» INPUT FOR THIS TASK
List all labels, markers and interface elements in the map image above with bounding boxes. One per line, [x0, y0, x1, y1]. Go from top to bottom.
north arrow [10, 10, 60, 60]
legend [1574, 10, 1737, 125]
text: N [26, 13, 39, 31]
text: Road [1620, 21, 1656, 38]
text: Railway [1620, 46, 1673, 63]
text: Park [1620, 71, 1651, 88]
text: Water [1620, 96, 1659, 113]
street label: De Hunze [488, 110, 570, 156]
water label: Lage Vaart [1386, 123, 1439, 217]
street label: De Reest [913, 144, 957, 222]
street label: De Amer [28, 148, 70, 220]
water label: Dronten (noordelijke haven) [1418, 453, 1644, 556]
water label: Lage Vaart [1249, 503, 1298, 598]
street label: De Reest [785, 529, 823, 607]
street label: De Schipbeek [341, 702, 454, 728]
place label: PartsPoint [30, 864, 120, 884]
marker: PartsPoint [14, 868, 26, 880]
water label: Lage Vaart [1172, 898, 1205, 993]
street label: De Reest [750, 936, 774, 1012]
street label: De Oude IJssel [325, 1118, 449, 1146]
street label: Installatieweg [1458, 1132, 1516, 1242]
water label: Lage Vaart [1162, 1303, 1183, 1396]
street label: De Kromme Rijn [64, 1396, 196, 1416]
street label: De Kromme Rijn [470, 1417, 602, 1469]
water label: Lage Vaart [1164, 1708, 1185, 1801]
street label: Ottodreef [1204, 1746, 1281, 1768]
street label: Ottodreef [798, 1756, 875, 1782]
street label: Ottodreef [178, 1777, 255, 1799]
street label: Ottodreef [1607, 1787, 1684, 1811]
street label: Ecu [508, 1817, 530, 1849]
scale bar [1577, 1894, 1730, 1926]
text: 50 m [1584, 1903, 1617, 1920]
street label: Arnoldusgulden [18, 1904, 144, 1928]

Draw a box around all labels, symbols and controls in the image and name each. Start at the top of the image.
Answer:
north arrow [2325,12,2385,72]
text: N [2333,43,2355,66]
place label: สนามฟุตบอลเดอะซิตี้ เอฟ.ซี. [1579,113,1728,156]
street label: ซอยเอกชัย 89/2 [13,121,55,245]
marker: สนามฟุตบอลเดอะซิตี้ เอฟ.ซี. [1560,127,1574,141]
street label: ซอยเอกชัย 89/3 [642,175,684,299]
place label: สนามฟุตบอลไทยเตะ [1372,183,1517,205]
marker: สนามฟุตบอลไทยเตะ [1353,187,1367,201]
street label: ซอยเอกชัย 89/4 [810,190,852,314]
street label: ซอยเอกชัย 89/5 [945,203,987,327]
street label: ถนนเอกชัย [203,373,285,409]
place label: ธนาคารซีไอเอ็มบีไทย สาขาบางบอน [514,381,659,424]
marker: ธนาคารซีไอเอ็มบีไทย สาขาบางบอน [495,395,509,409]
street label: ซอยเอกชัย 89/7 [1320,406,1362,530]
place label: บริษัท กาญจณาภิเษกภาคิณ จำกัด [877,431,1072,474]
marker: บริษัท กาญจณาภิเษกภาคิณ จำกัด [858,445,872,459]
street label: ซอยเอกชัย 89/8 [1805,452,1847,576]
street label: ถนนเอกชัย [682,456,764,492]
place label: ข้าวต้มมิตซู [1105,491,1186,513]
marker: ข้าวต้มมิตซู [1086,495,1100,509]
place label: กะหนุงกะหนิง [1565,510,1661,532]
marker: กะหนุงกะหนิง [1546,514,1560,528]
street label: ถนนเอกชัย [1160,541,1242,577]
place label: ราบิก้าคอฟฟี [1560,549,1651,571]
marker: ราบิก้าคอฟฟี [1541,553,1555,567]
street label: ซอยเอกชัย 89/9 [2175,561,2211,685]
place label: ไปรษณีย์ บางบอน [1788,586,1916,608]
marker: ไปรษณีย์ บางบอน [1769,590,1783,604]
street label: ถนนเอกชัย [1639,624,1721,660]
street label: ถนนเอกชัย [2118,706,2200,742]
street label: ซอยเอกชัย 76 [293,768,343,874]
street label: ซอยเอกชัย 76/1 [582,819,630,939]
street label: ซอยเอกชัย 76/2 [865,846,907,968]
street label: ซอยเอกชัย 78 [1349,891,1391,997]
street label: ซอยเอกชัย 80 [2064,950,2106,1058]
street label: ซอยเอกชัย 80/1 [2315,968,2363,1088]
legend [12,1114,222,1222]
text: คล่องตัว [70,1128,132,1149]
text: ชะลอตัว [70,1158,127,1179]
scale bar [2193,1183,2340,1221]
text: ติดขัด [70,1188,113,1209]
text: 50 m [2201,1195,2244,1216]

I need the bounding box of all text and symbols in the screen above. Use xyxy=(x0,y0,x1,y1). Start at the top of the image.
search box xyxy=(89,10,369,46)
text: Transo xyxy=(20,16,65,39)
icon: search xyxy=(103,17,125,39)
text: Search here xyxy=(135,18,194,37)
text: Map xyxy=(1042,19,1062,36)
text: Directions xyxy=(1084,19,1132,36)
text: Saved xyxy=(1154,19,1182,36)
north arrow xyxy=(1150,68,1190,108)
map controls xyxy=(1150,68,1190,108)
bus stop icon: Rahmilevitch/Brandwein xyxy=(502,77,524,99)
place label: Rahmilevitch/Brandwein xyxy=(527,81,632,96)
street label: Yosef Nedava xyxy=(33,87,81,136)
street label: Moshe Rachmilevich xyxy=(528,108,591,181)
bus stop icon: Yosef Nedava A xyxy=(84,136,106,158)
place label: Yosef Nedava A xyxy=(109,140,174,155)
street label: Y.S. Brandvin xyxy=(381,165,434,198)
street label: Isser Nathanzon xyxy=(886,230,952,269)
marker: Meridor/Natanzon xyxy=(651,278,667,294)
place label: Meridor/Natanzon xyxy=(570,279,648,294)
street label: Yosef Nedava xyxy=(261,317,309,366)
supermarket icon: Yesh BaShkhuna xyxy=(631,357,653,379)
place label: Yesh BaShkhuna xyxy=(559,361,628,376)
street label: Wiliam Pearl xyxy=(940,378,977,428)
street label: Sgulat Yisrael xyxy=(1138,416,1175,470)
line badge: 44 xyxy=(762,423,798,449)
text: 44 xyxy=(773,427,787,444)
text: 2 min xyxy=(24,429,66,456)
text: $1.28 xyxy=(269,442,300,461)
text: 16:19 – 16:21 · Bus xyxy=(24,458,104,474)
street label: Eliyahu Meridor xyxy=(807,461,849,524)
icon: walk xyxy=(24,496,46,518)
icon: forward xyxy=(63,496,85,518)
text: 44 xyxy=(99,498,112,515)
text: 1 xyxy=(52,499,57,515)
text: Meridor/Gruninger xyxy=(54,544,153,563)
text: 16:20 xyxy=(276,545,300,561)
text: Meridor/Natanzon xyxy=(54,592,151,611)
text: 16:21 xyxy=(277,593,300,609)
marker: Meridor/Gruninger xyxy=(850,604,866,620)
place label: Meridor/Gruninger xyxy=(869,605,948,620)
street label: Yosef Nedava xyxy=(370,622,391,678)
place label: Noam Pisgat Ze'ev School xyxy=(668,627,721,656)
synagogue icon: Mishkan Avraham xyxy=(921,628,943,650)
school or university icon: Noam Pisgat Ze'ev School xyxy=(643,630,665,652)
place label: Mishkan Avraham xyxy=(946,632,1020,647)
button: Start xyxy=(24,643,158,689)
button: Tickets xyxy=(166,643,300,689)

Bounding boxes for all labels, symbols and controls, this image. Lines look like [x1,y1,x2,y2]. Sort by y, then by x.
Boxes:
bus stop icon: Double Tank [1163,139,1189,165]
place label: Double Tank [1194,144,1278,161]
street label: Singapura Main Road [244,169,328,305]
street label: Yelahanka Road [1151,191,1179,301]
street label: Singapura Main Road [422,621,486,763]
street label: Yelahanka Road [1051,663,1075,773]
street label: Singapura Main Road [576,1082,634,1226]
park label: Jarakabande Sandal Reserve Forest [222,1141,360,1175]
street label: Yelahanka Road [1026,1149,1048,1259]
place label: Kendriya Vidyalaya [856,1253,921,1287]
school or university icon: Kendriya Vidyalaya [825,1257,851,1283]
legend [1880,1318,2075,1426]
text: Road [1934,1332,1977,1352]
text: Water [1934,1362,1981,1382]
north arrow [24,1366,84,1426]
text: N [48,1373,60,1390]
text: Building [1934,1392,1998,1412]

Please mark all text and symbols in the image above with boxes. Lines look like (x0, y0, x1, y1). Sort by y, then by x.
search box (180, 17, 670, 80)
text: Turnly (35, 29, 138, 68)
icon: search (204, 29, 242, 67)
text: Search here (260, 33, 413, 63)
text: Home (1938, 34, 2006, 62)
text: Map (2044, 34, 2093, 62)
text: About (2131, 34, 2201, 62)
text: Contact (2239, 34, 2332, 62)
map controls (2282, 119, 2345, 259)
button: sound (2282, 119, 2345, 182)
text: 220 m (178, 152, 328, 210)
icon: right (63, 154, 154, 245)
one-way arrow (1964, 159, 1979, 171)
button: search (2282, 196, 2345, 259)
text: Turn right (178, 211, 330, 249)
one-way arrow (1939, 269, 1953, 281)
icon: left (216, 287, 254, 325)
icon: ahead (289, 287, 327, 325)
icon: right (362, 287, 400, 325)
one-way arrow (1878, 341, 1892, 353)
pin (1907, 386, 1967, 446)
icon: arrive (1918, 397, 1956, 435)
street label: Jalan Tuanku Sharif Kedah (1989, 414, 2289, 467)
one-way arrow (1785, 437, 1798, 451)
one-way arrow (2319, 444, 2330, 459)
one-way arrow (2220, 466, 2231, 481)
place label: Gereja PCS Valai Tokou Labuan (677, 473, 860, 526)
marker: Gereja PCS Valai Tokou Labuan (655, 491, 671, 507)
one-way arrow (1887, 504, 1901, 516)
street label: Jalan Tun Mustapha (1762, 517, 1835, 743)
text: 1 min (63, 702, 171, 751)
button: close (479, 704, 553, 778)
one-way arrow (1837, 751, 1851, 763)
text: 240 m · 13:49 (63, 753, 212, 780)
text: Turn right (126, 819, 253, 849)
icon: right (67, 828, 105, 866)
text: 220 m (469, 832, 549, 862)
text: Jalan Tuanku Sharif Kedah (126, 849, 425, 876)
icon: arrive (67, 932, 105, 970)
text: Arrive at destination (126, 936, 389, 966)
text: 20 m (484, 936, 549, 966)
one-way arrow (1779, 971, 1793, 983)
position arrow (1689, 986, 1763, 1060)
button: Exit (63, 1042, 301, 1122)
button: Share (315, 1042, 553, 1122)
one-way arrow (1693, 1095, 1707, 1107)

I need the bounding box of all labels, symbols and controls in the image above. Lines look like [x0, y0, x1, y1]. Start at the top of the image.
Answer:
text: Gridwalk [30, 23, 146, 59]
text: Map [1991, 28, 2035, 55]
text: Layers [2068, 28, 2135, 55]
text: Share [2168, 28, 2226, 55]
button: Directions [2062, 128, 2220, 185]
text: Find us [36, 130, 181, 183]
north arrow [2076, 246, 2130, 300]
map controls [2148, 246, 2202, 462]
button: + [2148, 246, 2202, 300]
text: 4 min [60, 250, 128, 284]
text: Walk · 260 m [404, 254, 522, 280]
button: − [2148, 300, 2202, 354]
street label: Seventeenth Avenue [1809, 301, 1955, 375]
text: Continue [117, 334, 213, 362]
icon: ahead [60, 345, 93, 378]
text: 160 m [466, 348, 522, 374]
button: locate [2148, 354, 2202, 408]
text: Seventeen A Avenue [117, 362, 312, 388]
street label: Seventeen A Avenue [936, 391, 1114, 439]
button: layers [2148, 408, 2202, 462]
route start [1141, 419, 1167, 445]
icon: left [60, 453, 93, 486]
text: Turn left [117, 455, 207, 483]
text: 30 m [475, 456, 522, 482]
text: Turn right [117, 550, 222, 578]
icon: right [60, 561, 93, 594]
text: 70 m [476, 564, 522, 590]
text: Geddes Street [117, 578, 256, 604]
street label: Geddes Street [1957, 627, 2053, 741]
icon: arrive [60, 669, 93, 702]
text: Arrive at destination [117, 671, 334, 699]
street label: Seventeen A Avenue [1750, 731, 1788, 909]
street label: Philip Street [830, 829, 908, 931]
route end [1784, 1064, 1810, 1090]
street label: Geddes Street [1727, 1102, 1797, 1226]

» WHAT YOU NEED TO DO
Show every line of the listing containing the string "าคอฟฟ" by copying it.

» RESPONSE
place label: ราบิก้าคอฟฟี [1560,549,1651,571]
marker: ราบิก้าคอฟฟี [1541,553,1555,567]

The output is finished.